> [Task objective] Your task is to transcribe the lines from the start of the data below through the line containing "position:absolute; width:32px; height:32px;", inclusive, exactly as they stand and without the pictures.
-- Data shown follows --
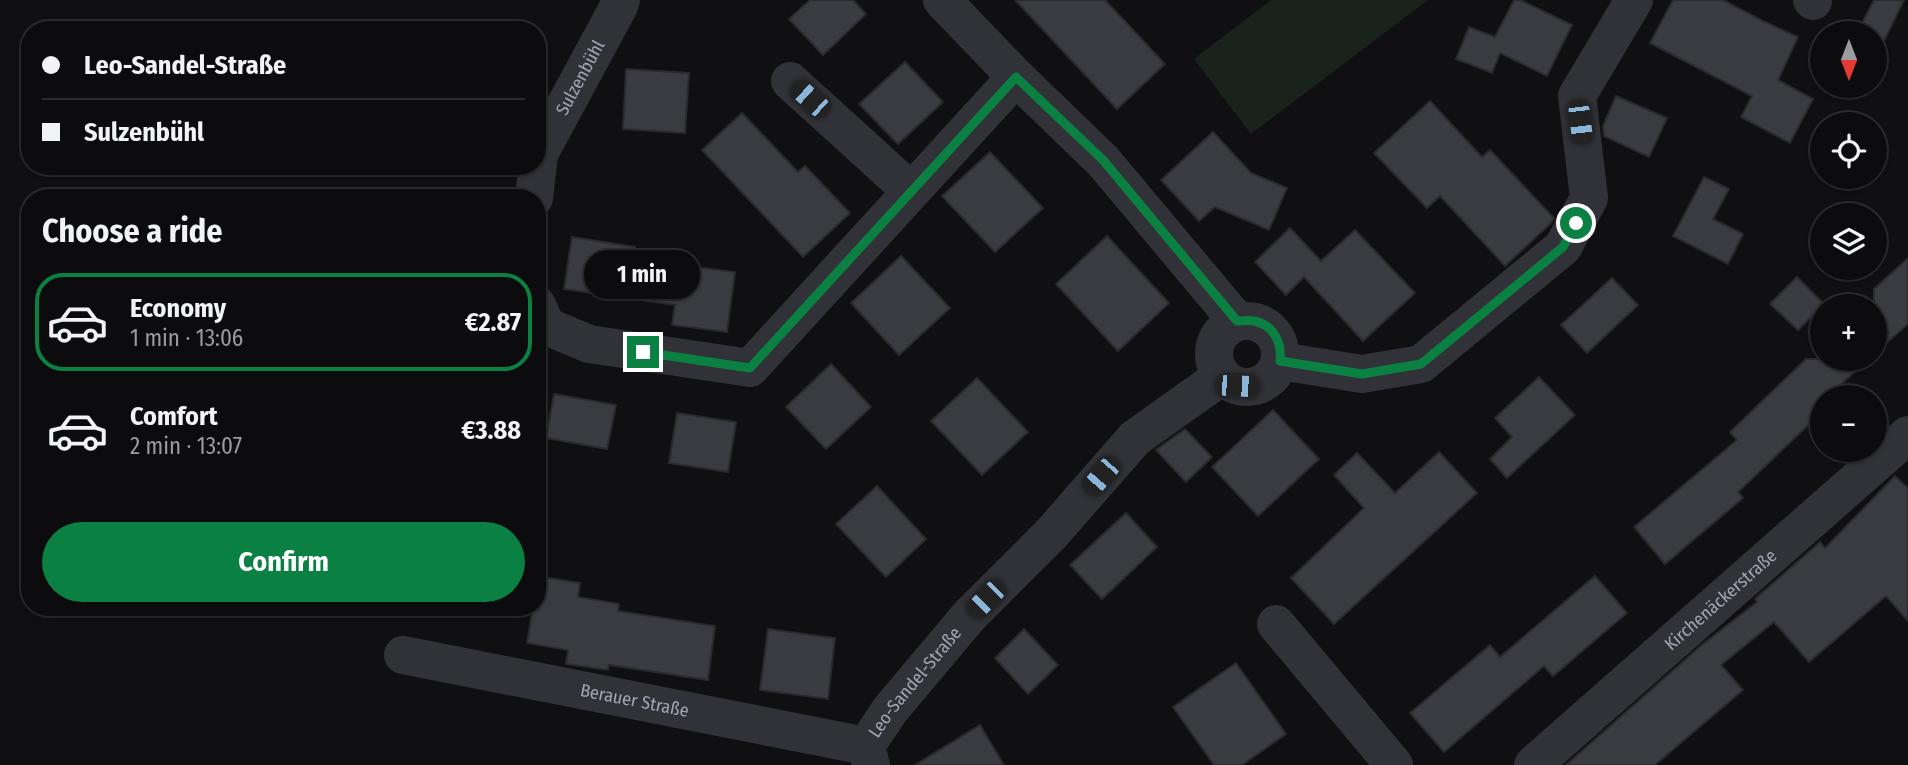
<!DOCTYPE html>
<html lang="en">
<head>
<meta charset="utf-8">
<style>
	body { margin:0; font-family:"Fira Sans Condensed",sans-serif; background:#1a1a1c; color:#f1f3f6; height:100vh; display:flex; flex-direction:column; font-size:26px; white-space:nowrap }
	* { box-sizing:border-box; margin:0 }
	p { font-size:23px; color:#9a9b9e }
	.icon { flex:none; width:38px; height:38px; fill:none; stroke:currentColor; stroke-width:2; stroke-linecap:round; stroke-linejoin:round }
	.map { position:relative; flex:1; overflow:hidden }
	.drawer { position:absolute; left:21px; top:189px; width:525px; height:427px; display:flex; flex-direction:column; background:#0c0c0e; border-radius:28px; box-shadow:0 2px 5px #0004,0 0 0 2px #2c2c2e }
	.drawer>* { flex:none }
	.guide { position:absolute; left:21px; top:21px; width:525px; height:154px; border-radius:28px; box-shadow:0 2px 5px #0004,0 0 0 2px #2c2c2e; display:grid; align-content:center; height:154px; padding:0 21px; background:#0c0c0e }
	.needle { width:46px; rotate:180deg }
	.fabs { position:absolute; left:1810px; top:21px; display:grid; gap:14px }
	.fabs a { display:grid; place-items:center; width:77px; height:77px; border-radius:50%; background:#0c0c0e; box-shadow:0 2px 5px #0004,0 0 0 2px #2c2c2e; font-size:35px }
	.end { position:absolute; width:32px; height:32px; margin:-16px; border:9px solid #0b8043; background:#fff; box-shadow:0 0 0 4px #fff }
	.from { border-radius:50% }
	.bubble { position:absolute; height:49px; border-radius:24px; background:#0c0c0e; box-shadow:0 2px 5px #0004,0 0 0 2px #2c2c2e; font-size:23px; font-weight:700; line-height:49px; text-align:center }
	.car { position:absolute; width:21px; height:42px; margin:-21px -10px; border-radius:9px; box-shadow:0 0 5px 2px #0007; background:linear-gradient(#222 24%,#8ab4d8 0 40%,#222 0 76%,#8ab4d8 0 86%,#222 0) }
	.guide b { display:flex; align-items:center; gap:24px; height:66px; font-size:26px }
	.guide b+b { border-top:2px solid #2c2c2e }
	.guide i { width:18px; height:18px; background:#f1f3f6 }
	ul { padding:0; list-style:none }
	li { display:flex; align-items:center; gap:21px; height:98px; margin:0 14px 10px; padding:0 7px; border:4px solid transparent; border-radius:28px }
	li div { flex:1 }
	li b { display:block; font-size:26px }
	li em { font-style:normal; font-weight:700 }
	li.active { border-color:#0b8043 }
	li>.icon { width:63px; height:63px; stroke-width:1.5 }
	h2 { padding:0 21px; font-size:32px; line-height:84px }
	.cta { display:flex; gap:14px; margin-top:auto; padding:14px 21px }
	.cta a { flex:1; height:80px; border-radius:42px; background:#0b8043; color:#fff; font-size:28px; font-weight:700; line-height:80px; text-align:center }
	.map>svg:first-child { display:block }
</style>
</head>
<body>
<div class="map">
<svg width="1908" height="765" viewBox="0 0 1908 765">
	<rect width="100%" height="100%" fill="#101012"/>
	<polygon fill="#1a221c" points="1271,0 1428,0 1251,134 1194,59"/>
	<g fill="#3a3b40" stroke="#2a2a2e" stroke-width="2">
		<polygon points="810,0 853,0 866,14 823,55 789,19"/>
		<polygon points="1015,0 1105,0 1165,64 1117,109"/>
		<polygon points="1514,0 1520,0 1572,25 1547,76 1500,53 1492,73 1456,59 1469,27 1495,37"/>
		<polygon points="1673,0 1723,0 1763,21 1798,37 1778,80 1813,99 1790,143 1741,117 1752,96 1650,43"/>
		<polygon points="1874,0 1904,0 1884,41 1874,36 1874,33 1868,33 1859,29"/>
		<polygon points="905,62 943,102 898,144 859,104"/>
		<polygon points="626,69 689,73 685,133 623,129"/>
		<polygon points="1616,96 1667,118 1649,157 1604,136 1603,126"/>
		<polygon points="1430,101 1482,157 1490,150 1554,218 1550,224 1505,266 1440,196 1427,208 1374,153"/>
		<polygon points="742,113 798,172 805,166 850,213 803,257 702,150"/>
		<polygon points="1213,132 1251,173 1287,188 1269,230 1215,207 1199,221 1161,180"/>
		<polygon points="990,152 1043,208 995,252 942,196"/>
		<polygon points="1704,177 1729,189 1713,219 1743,234 1728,264 1673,236"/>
		<polygon points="1290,228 1321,261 1355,230 1415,293 1363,341 1304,277 1286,295 1255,262"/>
		<polygon points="1107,236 1169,303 1118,351 1056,284"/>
		<polygon points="572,237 635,247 633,259 735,272 727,332 672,325 675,305 564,289"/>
		<polygon points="901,256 950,308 899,355 851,303"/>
		<polygon points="1908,258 1908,324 1874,354 1874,289"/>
		<polygon points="1797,277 1824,304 1798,330 1770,304"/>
		<polygon points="1612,278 1638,305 1587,353 1561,325"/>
		<polygon points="1806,359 1869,359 1827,397 1822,397 1822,412 1738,492 1743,498 1665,564 1634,527 1737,440 1730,432"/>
		<polygon points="831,364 871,407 826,449 786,407"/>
		<polygon points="1539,377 1575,415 1507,478 1490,459 1512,437 1495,418"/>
		<polygon points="977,378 1028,432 982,475 931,421"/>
		<polygon points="554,394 616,405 607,449 546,438"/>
		<polygon points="1273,410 1319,459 1258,516 1212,467"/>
		<polygon points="677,413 736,422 728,472 669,463"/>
		<polygon points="1185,429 1212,457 1186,482 1156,450"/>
		<polygon points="1439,452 1477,493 1334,624 1291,578 1364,508 1334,475 1357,453 1395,493"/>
		<polygon points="1895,476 1908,488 1908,621 1886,596 1809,662 1774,622 1721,665 1743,690 1655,765 1566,765 1703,644 1757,602 1755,599 1820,542 1825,548"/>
		<polygon points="877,486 926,539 886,577 836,524"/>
		<polygon points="1126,513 1157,547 1102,599 1070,565"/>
		<polygon points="537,576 580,583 578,597 619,604 618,611 715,626 708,680 609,665 608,670 566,664 568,650 527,643 533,607 537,607"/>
		<polygon points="1595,576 1627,613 1553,676 1544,666 1444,752 1410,713 1490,645 1500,657"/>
		<polygon points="768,629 835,638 828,699 760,690"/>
		<polygon points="1024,629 1058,665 1028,694 995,658"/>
		<polygon points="1236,663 1286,734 1242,765 1214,765 1173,707"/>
		<polygon points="980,725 1004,765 915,765"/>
	</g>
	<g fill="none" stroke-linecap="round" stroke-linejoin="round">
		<g stroke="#313237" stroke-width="38">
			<polyline points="942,0 1016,77 1103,161 1237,321"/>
			<polyline points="1812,0 1813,1"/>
			<polyline points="790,81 911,191"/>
			<path id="s1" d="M534,198L539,154L619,6L621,0"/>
			<polyline points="537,305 546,326 589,344 750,368 1016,77"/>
			<circle cx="1247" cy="354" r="33"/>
			<polyline points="1280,361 1362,374 1421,364 1563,247 1589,198 1577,96 1634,0"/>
			<polyline points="1276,624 1394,765"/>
			<path id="s2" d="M403,655L866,746"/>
			<path id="s3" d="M871,765L866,746L890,710L969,616L1052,533L1135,438L1221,377"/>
			<path id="s4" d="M1533,765L1908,435"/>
		</g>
	</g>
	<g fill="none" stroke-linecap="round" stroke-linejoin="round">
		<path stroke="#0b8043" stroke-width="9" d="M643,352L750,368L1016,77L1103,160L1237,321C1242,321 1249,320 1254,321C1274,325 1282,343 1280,361L1362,374L1421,364L1563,247L1576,223"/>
	</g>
	<g text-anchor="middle" stroke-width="5" stroke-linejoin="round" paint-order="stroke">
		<g font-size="18" fill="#a0a6b4" stroke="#0c0b0d">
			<text dy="6" stroke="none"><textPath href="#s1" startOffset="131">Sulzenbühl</textPath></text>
			<text dy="6" stroke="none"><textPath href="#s4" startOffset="250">Kirchenäckerstraße</textPath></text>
			<text dy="6" stroke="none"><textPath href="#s3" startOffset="100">Leo-Sandel-Straße</textPath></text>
			<text dy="6" stroke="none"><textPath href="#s2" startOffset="236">Berauer Straße</textPath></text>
		</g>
	</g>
</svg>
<div class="fabs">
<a><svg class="needle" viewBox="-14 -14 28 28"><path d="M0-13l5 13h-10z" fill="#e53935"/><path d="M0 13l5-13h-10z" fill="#9a9b9e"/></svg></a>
<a><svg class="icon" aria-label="locate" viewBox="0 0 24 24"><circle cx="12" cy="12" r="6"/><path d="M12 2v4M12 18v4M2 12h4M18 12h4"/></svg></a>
<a><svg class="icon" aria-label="layers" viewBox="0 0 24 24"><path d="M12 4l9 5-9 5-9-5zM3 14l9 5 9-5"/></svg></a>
<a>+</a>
<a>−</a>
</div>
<i class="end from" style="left:1576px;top:223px"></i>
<i class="end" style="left:643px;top:352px"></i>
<div class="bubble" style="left:584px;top:250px;width:116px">1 min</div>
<i class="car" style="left:810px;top:99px;rotate:312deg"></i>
<i class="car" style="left:1580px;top:122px;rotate:173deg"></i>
<i class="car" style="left:1237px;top:386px;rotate:92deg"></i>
<i class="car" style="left:1101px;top:476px;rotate:221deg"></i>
<i class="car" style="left:986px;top:599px;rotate:225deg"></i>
<div class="guide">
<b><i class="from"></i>Leo-Sandel-Straße</b>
<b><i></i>Sulzenbühl</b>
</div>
<section class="drawer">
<h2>Choose a ride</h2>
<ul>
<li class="active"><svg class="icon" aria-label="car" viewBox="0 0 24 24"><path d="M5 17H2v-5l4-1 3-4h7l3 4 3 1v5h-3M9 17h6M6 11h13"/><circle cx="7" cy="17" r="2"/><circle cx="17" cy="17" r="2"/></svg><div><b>Economy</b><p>1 min · 13:06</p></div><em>€2.87</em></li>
<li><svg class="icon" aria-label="car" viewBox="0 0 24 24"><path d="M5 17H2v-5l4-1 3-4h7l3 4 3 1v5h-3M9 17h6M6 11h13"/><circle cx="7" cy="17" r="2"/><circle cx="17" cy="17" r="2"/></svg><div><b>Comfort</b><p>2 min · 13:07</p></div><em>€3.88</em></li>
</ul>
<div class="cta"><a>Confirm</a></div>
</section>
</div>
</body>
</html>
-- Data shown concluded --
> [Response]
<!DOCTYPE html>
<html lang="en">
<head>
<meta charset="utf-8">
<style>
	body { margin:0; font-family:"Fira Sans Condensed",sans-serif; background:#1a1a1c; color:#f1f3f6; height:100vh; display:flex; flex-direction:column; font-size:26px; white-space:nowrap }
	* { box-sizing:border-box; margin:0 }
	p { font-size:23px; color:#9a9b9e }
	.icon { flex:none; width:38px; height:38px; fill:none; stroke:currentColor; stroke-width:2; stroke-linecap:round; stroke-linejoin:round }
	.map { position:relative; flex:1; overflow:hidden }
	.drawer { position:absolute; left:21px; top:189px; width:525px; height:427px; display:flex; flex-direction:column; background:#0c0c0e; border-radius:28px; box-shadow:0 2px 5px #0004,0 0 0 2px #2c2c2e }
	.drawer>* { flex:none }
	.guide { position:absolute; left:21px; top:21px; width:525px; height:154px; border-radius:28px; box-shadow:0 2px 5px #0004,0 0 0 2px #2c2c2e; display:grid; align-content:center; height:154px; padding:0 21px; background:#0c0c0e }
	.needle { width:46px; rotate:180deg }
	.fabs { position:absolute; left:1810px; top:21px; display:grid; gap:14px }
	.fabs a { display:grid; place-items:center; width:77px; height:77px; border-radius:50%; background:#0c0c0e; box-shadow:0 2px 5px #0004,0 0 0 2px #2c2c2e; font-size:35px }
	.end { position:absolute; width:32px; height:32px; margin:-16px; border:9px solid #0b8043; background:#fff; box-shadow:0 0 0 4px #fff }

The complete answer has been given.